[Work instruction]:
Leave out the pictures, then return the records word for word.

[Material shown]:
--- --- ---

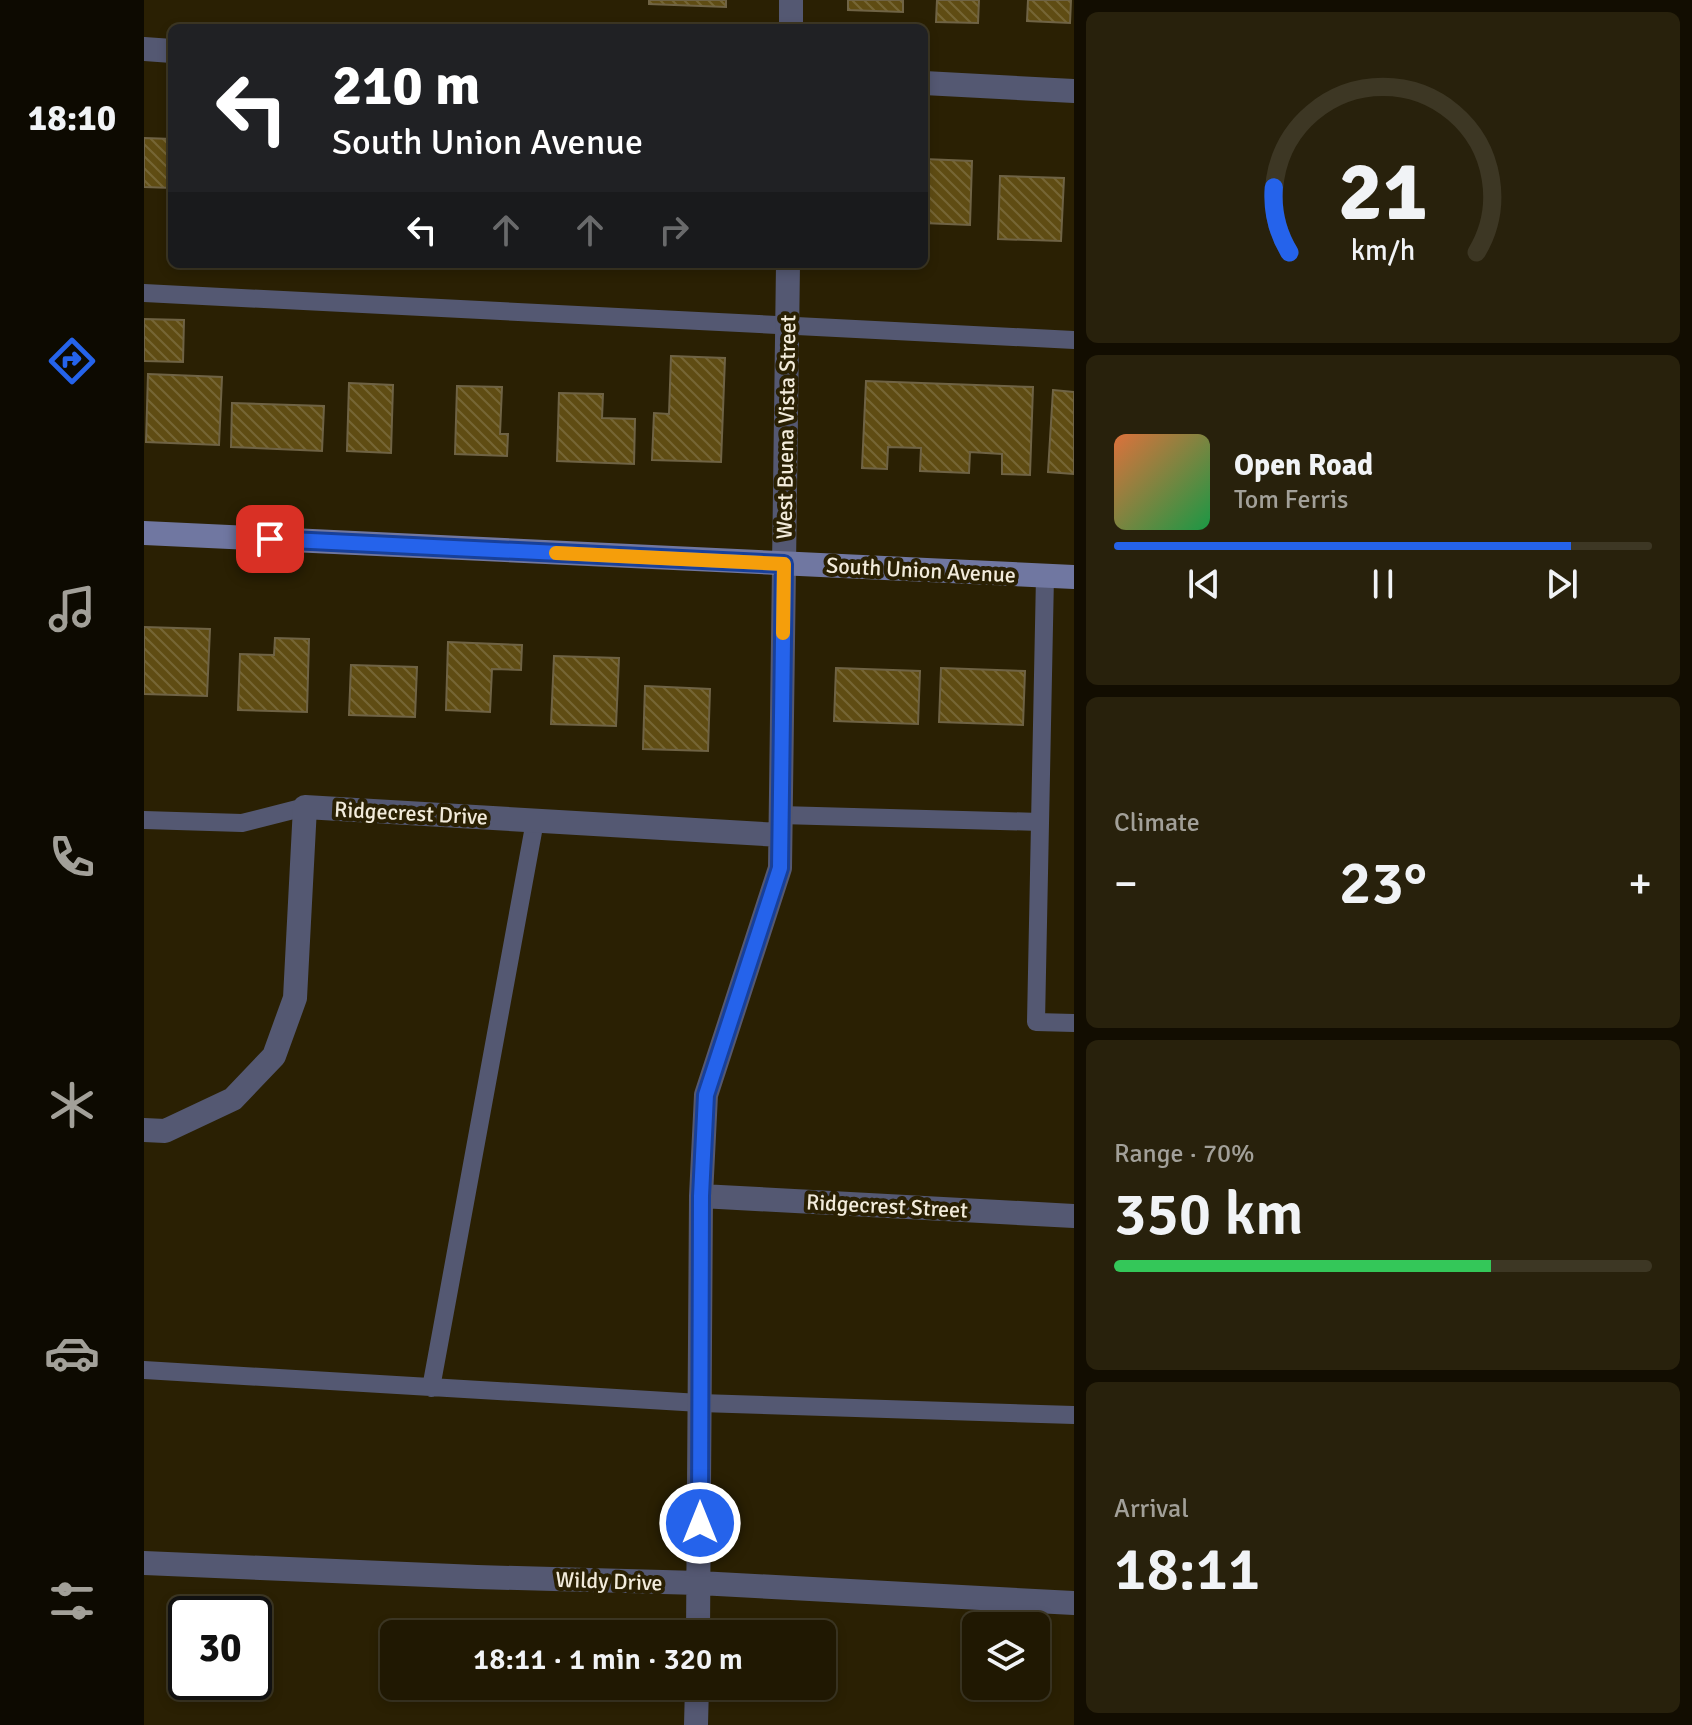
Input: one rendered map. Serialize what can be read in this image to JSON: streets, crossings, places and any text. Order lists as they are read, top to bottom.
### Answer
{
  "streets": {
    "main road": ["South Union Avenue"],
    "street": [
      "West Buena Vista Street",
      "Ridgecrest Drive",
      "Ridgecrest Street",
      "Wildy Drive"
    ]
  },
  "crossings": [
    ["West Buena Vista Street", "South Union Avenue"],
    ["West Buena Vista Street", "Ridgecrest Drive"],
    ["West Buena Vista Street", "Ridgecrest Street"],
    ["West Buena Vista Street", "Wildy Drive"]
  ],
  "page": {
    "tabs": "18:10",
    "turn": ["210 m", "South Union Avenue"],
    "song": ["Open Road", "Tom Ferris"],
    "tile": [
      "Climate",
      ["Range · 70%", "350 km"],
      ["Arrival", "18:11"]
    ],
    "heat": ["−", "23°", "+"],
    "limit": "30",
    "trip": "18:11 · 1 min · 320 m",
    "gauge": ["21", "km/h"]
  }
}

--- --- ---

[Solution]:
Input: one rendered map. Serialize what can be read in this image to JSON: streets, crossings, places and any text. Order lists as they are read, top to bottom.
### Answer
{
  "streets": {
    "main road": ["South Union Avenue"],
    "street": [
      "West Buena Vista Street",
      "Ridgecrest Drive",
      "Ridgecrest Street",
      "Wildy Drive"
    ]
  },
  "crossings": [
    ["West Buena Vista Street", "South Union Avenue"],
    ["West Buena Vista Street", "Ridgecrest Drive"],
    ["West Buena Vista Street", "Ridgecrest Street"],
    ["West Buena Vista Street", "Wildy Drive"]
  ],
  "page": {
    "tabs": "18:10",
    "turn": ["210 m", "South Union Avenue"],
    "song": ["Open Road", "Tom Ferris"],
    "tile": [
      "Climate",
      ["Range · 70%", "350 km"],
      ["Arrival", "18:11"]
    ],
    "heat": ["−", "23°", "+"],
    "limit": "30",
    "trip": "18:11 · 1 min · 320 m",
    "gauge": ["21", "km/h"]
  }
}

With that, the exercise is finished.